I feel like I should include a trigger warning at the beginning of this because people really value their fandom. People create reasons to love teams and they convince themselves that it is a valid rationale. For professional franchises, sometimes it works because of a love of a player or similar sentimental reasonings.

It’s different in college. Allegiances need to be tighter and more justifiable. It can’t just be an allegiance to the city or one player. That isn’t enough for college. It can’t just be a brand, despite what you might hear from those douchebags on twitter whose bio reads, “DIE HARD yankee, lakers, Canadiens, and BAMA fan!!” College sports are a family affair and the allegiances that are acceptable show this.

If you are roughly half of the Alabama fan base, I apologize, but you can go. If you’re basically every single white, Irish Catholic, middle-class man that roots for Notre Dame exclusively for those reasons (every single white, Irish Catholic, middle-class guy), I’m sorry. I know we’ve been neighbors my whole life, but your allegiance is bullshit, and Rudy is just a fine movie. For my fellow writers Frank and Anthony, I will literally never understand why you are Ohio State fans no matter how many times you tell me that you watched a game one time when you were a kid and like came your pants or whatever and then you had erotic dreams about Ezekiel Elliott. It doesn’t count and I am not sorry at all.

Now that I got rid of those thinking irrationally, there are three reasons I can think of that are allowable reasons to be a fan of a college sports program.

School attendance

This is the most obvious one. If you go to a school, you root for that school. It’s really that simple. Schools with spirit surrounding sports are tighter-knit and their vibes are exciting. Even though the school I go to, Temple, doesn’t really have this school spirit, our facilities are still solid and our teams are perennially mediocre, which makes being a fan fun because my expectations are generally .500 so anything more than that is honestly exhilarating.

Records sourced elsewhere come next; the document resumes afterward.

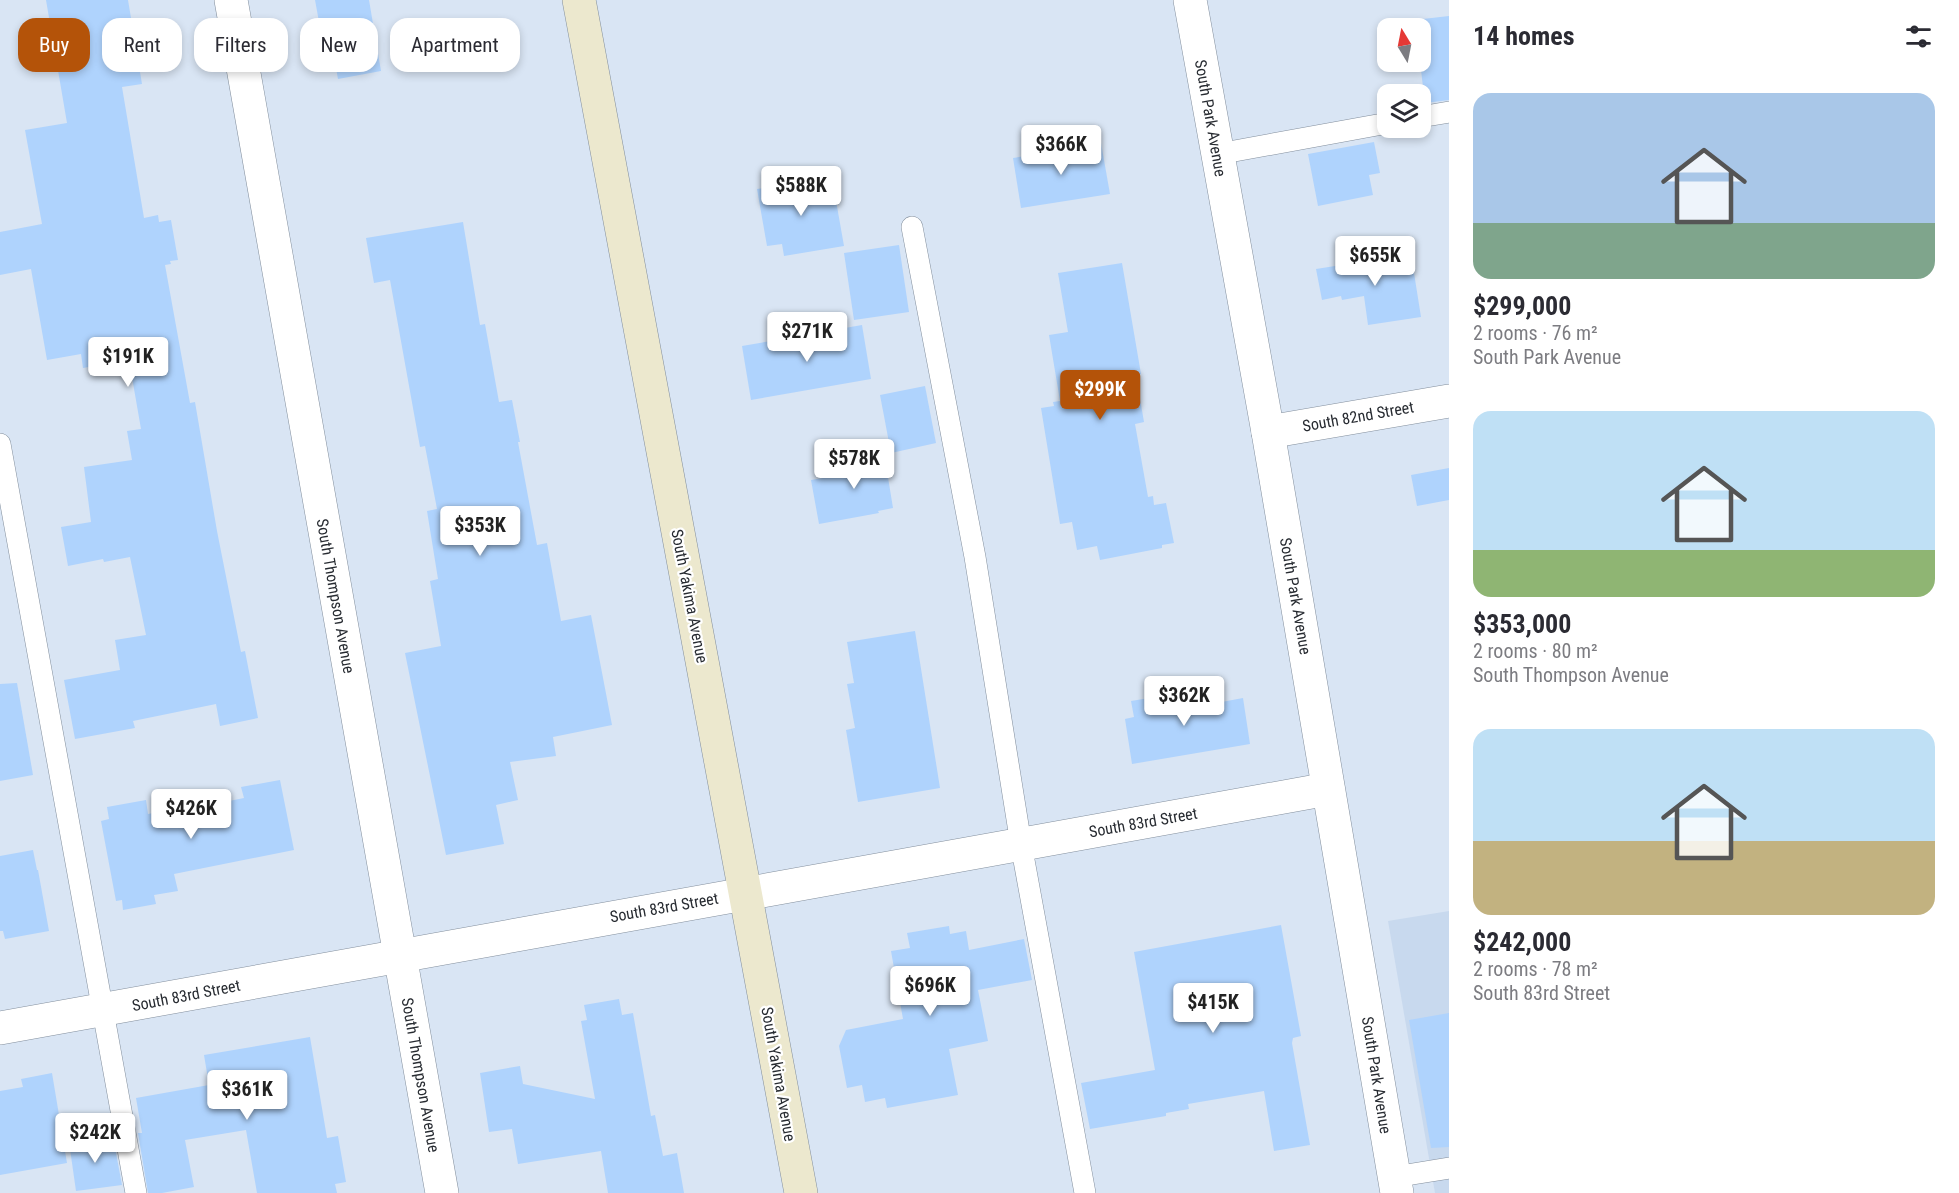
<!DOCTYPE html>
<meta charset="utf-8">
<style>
:root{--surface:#fff;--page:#f2f2f3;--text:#2b2b33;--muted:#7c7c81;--accent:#b45309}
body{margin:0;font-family:"Roboto Condensed",sans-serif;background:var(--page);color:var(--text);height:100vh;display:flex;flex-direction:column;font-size:22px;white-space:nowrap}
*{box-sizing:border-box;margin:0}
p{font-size:20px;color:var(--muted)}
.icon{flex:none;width:33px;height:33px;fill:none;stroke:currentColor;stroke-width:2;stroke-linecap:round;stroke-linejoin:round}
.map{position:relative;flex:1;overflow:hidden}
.details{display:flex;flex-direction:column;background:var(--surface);width:510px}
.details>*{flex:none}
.banner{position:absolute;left:18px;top:18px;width:570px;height:54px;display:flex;gap:12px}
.needle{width:39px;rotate:350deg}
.tools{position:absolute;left:1377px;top:18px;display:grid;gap:12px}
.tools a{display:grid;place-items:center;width:54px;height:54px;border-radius:12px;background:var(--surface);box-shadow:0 3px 9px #0003;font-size:30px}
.price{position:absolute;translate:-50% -51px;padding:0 14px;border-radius:6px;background:#fff;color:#222;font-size:20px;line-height:39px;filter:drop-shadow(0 2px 3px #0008)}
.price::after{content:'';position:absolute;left:50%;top:36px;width:18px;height:14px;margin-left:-9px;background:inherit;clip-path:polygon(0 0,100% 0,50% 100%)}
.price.on{background:var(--accent);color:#fff}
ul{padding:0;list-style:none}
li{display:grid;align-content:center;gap:12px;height:318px;padding:0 24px}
li span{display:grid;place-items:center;height:186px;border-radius:18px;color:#555}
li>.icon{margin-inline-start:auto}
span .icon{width:108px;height:108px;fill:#fffc;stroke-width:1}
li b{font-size:26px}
h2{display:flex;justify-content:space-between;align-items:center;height:72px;padding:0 24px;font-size:26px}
.chip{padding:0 21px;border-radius:18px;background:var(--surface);box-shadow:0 3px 9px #0003;font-size:21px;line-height:54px}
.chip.on{background:var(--accent);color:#fff}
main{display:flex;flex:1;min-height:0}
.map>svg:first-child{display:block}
.built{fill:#c8d9ee}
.building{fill:#afd3fd}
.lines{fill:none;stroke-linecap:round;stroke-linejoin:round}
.service-casing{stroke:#828e9c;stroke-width:22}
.minor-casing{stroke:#828e9c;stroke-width:34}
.secondary-casing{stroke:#828e9c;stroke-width:34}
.service{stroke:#fff;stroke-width:21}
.minor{stroke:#fff;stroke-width:33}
.secondary{stroke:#ece8ce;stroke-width:33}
.labels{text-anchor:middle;stroke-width:4.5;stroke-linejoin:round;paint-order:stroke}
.street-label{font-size:16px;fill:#272b31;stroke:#fff}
</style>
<main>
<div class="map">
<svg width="1449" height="1193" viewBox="0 0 1449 1193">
<rect width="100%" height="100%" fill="#d9e5f4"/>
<path class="built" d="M 1449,911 L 1449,1193 L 1435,1193 L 1388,921 Z"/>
<g class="building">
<path d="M 46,0 L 128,0 L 142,84 L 122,87 L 144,218 L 158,215 L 159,222 L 171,220 L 178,260 L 170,261 L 171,264 L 165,265 L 190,403 L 195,402 L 217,531 L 241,652 L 245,651 L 258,718 L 220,726 L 216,704 L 133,721 L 135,728 L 75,739 L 64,680 L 120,670 L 115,640 L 146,635 L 130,557 L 104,562 L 103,559 L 68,566 L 61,527 L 91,522 L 84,467 L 132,460 L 127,431 L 141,429 L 129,360 L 83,368 L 81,354 L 47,360 L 31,269 L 0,275 L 0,232 L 42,224 L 25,130 L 67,123 Z"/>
<path d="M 315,0 L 369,0 L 381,71 L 338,79 L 330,36 L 322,38 Z"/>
<path d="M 1449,16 L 1449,100 L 1425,103 L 1420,62 L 1420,28 L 1415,28 L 1414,20 Z"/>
<path d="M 1374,142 L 1380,173 L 1369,175 L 1373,195 L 1318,206 L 1308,154 Z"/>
<path d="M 1101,143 L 1110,194 L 1021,208 L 1013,158 Z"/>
<path d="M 832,178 L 844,246 L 784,256 L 782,244 L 767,246 L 757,189 Z"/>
<path d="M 463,222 L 480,325 L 485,324 L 499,402 L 512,400 L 520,442 L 518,442 L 537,545 L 547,543 L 561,621 L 591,615 L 612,725 L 553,737 L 556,756 L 510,762 L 518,800 L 496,805 L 504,844 L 446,855 L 405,653 L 441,646 L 430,581 L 438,579 L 427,511 L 437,509 L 425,446 L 420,447 L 390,280 L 374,283 L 366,238 Z"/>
<path d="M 899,245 L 909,312 L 854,320 L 844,253 Z"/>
<path d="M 1411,254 L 1421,317 L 1368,325 L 1364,296 L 1342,300 L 1341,296 L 1322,300 L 1316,269 Z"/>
<path d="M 1122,263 L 1141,374 L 1136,375 L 1144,422 L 1135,424 L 1148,497 L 1153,496 L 1154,505 L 1166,503 L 1174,543 L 1162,545 L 1162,548 L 1100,560 L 1097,546 L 1077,550 L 1072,522 L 1060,524 L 1041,408 L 1054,406 L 1053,402 L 1060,401 L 1049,335 L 1068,332 L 1058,273 Z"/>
<path d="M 862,325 L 871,379 L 751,400 L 742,346 Z"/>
<path d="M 925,386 L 936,443 L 891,453 L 880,395 Z"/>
<path d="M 884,453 L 893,508 L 878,511 L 879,513 L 819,524 L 811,480 L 840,475 L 837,461 Z"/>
<path d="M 1449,468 L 1449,500 L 1417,506 L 1411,475 Z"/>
<path d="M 915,631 L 940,788 L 858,802 L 846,730 L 855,728 L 847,684 L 854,683 L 847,642 Z"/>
<path d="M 17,683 L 33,775 L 0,781 L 0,684 Z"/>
<path d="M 1192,691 L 1195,707 L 1243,698 L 1250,744 L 1132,764 L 1125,719 L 1134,717 L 1131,701 Z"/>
<path d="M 280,780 L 294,850 L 174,874 L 178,891 L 154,895 L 156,904 L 123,910 L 122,900 L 116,901 L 101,821 L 109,819 L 107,807 L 146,800 L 148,814 L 163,811 L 164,814 L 244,798 L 241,787 Z"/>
<path d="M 33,850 L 37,870 L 38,870 L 49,931 L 5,939 L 3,931 L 0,931 L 0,856 Z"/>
<path d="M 1281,925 L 1301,1036 L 1293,1038 L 1292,1043 L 1310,1145 L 1274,1151 L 1264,1091 L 1188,1104 L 1189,1109 L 1166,1113 L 1166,1116 L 1090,1129 L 1081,1083 L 1155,1070 L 1134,952 Z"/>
<path d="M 949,926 L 950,934 L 966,931 L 969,950 L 1024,939 L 1032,980 L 978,990 L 988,1041 L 949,1049 L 958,1095 L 887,1108 L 885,1098 L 865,1102 L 862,1085 L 847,1088 L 839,1046 L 846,1030 L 903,1019 L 891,951 L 910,948 L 907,933 Z"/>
<path d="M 619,999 L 622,1015 L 633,1013 L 651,1116 L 655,1115 L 663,1156 L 677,1153 L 684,1193 L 608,1193 L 601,1151 L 518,1164 L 512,1129 L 489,1132 L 480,1073 L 520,1066 L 523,1084 L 595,1099 L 581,1021 L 587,1020 L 584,1005 Z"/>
<path d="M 1449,1013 L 1449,1147 L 1431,1148 L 1409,1020 Z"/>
<path d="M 310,1037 L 327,1138 L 338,1136 L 346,1182 L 335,1184 L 337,1193 L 257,1193 L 246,1130 L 185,1140 L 194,1187 L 162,1193 L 148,1193 L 138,1133 L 142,1133 L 136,1098 L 209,1085 L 204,1055 Z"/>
<path d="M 52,1073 L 67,1163 L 0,1175 L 0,1091 L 23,1087 L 21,1079 Z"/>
<path d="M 113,1137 L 122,1185 L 76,1191 L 69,1142 Z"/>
</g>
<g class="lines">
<g class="service-casing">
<g id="service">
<path d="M 1420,117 L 1449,112"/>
<path d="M 1218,154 L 1388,123"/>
<path d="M 912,227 L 975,557 L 1021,844 L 1085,1193"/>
<path d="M 0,444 L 136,1193"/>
<path d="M 1394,1177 L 1449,1168"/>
</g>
</g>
<g class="minor-casing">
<g id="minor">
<path d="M 231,0 L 442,1193"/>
<path d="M 1190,0 L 1268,432 L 1397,1193"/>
<path d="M 1268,432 L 1449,401"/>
<path d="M 0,1028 L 1328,789"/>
</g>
</g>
<g class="secondary-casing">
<path id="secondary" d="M 579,0 L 801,1193"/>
</g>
<use href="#service" class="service"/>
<use href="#minor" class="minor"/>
<use href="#secondary" class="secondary"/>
</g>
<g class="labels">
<g class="street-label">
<text transform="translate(1211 118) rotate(80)" y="6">South Park Avenue</text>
<text transform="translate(1358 416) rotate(-10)" y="6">South 82nd Street</text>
<text transform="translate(336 596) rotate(80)" y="6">South Thompson Avenue</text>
<text transform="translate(690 596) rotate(79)" y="6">South Yakima Avenue</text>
<text transform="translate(1296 596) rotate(80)" y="6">South Park Avenue</text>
<text transform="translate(1143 822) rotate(-10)" y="6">South 83rd Street</text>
<text transform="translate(664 907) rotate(-10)" y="6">South 83rd Street</text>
<text transform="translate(186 995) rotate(-11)" y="6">South 83rd Street</text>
<text transform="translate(779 1074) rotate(80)" y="6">South Yakima Avenue</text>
<text transform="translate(421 1075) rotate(80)" y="6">South Thompson Avenue</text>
<text transform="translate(1377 1075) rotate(81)" y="6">South Park Avenue</text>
</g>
</g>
</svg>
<div class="tools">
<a><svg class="needle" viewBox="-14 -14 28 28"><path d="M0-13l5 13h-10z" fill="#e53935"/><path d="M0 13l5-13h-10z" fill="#7c7c81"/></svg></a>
<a><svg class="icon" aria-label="layers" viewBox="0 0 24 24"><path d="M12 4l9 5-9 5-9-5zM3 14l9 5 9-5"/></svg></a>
</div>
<b class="price" style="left:1061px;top:176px">$366K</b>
<b class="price" style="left:801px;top:217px">$588K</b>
<b class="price" style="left:1375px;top:287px">$655K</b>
<b class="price" style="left:807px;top:363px">$271K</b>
<b class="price" style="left:128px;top:388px">$191K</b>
<b class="price on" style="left:1100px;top:421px">$299K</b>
<b class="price" style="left:854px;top:490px">$578K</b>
<b class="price" style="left:480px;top:557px">$353K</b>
<b class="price" style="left:1184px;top:727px">$362K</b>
<b class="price" style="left:191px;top:840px">$426K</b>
<b class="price" style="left:930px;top:1017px">$696K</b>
<b class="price" style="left:1213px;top:1034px">$415K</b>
<b class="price" style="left:247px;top:1121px">$361K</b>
<b class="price" style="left:95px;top:1164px">$242K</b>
<div class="banner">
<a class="chip on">Buy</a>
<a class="chip">Rent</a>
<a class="chip">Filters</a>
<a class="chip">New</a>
<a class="chip">Apartment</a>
</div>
</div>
<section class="details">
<h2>14 homes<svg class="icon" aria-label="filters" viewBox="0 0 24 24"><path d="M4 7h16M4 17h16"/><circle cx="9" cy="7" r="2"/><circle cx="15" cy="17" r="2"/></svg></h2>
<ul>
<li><span style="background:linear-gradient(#a9c7e8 70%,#7fa58c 0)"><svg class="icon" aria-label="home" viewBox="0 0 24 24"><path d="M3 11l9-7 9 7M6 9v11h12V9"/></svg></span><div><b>$299,000</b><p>2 rooms · 76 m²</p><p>South Park Avenue</p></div></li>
<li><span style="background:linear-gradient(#bfe0f5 75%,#8fb573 0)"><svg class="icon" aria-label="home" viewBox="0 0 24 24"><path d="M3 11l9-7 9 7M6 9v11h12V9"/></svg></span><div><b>$353,000</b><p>2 rooms · 80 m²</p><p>South Thompson Avenue</p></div></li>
<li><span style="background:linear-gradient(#bfe0f5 60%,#c2b280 0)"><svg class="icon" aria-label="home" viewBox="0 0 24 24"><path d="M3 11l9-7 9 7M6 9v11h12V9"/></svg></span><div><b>$242,000</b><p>2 rooms · 78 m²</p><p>South 83rd Street</p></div></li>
</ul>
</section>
</main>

It’s not time-sensitive, either. For example, I attended La Salle University my freshman year and actually managed the basketball team. Regardless, that is a program I still follow and root for. Them finally firing Dr. John Giannini made me unbelievably happy for the program because he is maybe the worst basketball coach of all time, but that’s a rant for another day.

Family ties

This has 2 subcategories. The first is family attendance of a school. This one hits very close to home for me because both my parents are alumni of Villanova University. I have wrote about extensively on this website and also lived my whole life as a die-hard Wildcats fan. I didn’t even apply there when I was getting ready for schools, but I was born a Nova fan. This is acceptable. Not just because I’m trying to justify my allegiance, but because college sports are a family affair. Whether together or apart, so much of college fandom permeates blood.

The second is family involvement in a program. The most notable example of this is Bill Murray, whose son, Luke, worked as an assistant under Chris Mack for the Musketeers, leading to Bill’s very well-publicized fandom of the squad.

A less publicized example is our fearless leader Brandon’s allegiance to Auburn hoops (2017-2018) and now Drake (2018-?) due to his brother-in-law, Matt Gatens’ ,work as an assistant on those squads. This man lived and died Auburn hoops last year (which was also spurred on by Iowa not being worth any brain space or fandom). Now, Drake is somehow relevant in my life as a sports fan because I have seen “GO DAWGS!!!” in our Slack group chat probably a dozen times since Gatens made the move.

Geography

It’s not as inclusive as professional sports geography, but for a lot of towns, a college is all they have. My best example of this is Syracuse University. That city legitimately runs on the university. When you are approaching on the highway (I forget what it is, I’m pretty bad directionally), you can see the Carrier Dome from probably 20 miles away. Every third or fourth commercial has Boeheim talking about some local car dealership. This is the same in the south and Texas. Sports are the city a lot of the time. It’s also like Philadelphia in the second half of the twentieth century when The Big Five actually meant something.